101 Tips for Military Families – #201

Back to School – Tip # 201

It is hard enough but trying to get your kids ready for heading back to school but when one of you is away it can be even rougher and tougher.  Whether your children are 6 or 16, there are feelings (good and bad), anxieties, fears, excitement, nerves and many stresses that come with the start of any school year.  If  a parent is away then most of it gets directed at you.  It is also an expensive time of year for parents and that can be an additional stress for everyone.

Some tips:

* Check with your child’s school (call or visit their school website or the school board website) and see what things are actually required.  Often when my children tell me they have to have it for school it can be translated to they want to have it.  It helps to know in advance what are needs and what are wants.

* If your budget is tight and you aren’t able to get information about what your child will need.  Put a note in their bag, to their teacher, on the first day of school asking them to send you home a list of things that they will need and that way you won’t be blindly buying things that may go unused or be wasted.  Buy what you can and let the school know that finances are tight.

* If you have the luxury of knowing, in advance, that a family member is going to be away during this time, shop in advance and hide it all in a bucket until they need it.  Your absent family member could leave a note in the bucket giving their best pieces of advice for the first day of school or something funny that happened to them at school when they were younger.

* Before leaving to go shopping ask they to make a list with three columns – Must Have/Would Make Life Easier/Luxuries.  This will give them and you some perspective.

* Let your children know well in advance what stores you intend on going to and what the budget is.

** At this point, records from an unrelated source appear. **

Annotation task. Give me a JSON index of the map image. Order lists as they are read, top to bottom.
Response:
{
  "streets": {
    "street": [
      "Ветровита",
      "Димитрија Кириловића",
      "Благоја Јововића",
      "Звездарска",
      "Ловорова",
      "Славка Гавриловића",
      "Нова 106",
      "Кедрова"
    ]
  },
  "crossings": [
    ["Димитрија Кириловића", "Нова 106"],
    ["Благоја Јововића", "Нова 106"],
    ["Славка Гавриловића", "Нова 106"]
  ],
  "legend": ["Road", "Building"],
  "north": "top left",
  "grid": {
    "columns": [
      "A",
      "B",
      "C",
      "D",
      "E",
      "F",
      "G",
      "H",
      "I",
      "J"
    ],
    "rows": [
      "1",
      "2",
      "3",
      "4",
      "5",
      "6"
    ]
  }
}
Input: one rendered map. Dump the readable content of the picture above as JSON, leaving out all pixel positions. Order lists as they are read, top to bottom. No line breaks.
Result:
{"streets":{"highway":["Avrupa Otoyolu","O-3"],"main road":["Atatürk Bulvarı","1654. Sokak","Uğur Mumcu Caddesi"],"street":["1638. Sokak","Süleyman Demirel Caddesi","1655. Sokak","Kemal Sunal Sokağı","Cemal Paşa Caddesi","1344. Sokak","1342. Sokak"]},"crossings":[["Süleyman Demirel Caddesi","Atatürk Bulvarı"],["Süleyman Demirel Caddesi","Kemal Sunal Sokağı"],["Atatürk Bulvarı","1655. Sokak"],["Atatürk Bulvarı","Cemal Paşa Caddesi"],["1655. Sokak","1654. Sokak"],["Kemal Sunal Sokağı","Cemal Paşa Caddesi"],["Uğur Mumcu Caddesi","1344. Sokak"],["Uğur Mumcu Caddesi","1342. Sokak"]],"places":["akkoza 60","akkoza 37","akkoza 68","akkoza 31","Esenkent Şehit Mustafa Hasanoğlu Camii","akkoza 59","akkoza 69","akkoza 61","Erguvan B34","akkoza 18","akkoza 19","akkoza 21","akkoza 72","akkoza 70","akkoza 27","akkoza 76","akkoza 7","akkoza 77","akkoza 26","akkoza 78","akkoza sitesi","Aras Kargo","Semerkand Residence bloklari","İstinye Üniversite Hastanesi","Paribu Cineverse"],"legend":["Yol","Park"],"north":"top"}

* If you want to avoid taking your children, ask a friend to trade with you.  You’ll take their kids while they go and they’ll take yours while you go.  It will be faster, you’ll get what they need and you can even take a few moments to wonder around the store in peace and quiet.

* Let the school know of up-coming, current or lengthy absences of a significant family member.  It will also be important to let the school know how your child handles stress and absence.  It is also extremely important that you let the teachers and school know about when your family member is returning as that can bring change and stress too.

* Know your child’s teachers – whether your children are in Kindergarten, middle school or high school you should make a point of knowing the names and contact information of your child(ren)’s teachers.  Your kids need to know that you can get in touch with them easily and it will be important for you to keep them up to date with what is happening in your household (ex. absences, deployments, re-integration, moves, etc.).

* When you have an absent family member contact information also needs to be changed at the school.  One of my children was hurt of the play ground and it took them over 20mins to get in touch with me as they had been trying to get in touch with my husband (he was in Afghanistan!).  Ask someone to be the second contact while your family member is away and then send in a letter to the school with that information.

There is something magical about the beginning of the school year and the ‘back to school frenzy’ although it can be an exhausting ride when you are trying to do it on your own – don’t.  Ask for help and try to make it as fun and stress free as possible.  Check with your military resource, SLO, base social worker or family readiness centres to see what they are offering in terms of support and/or resources too.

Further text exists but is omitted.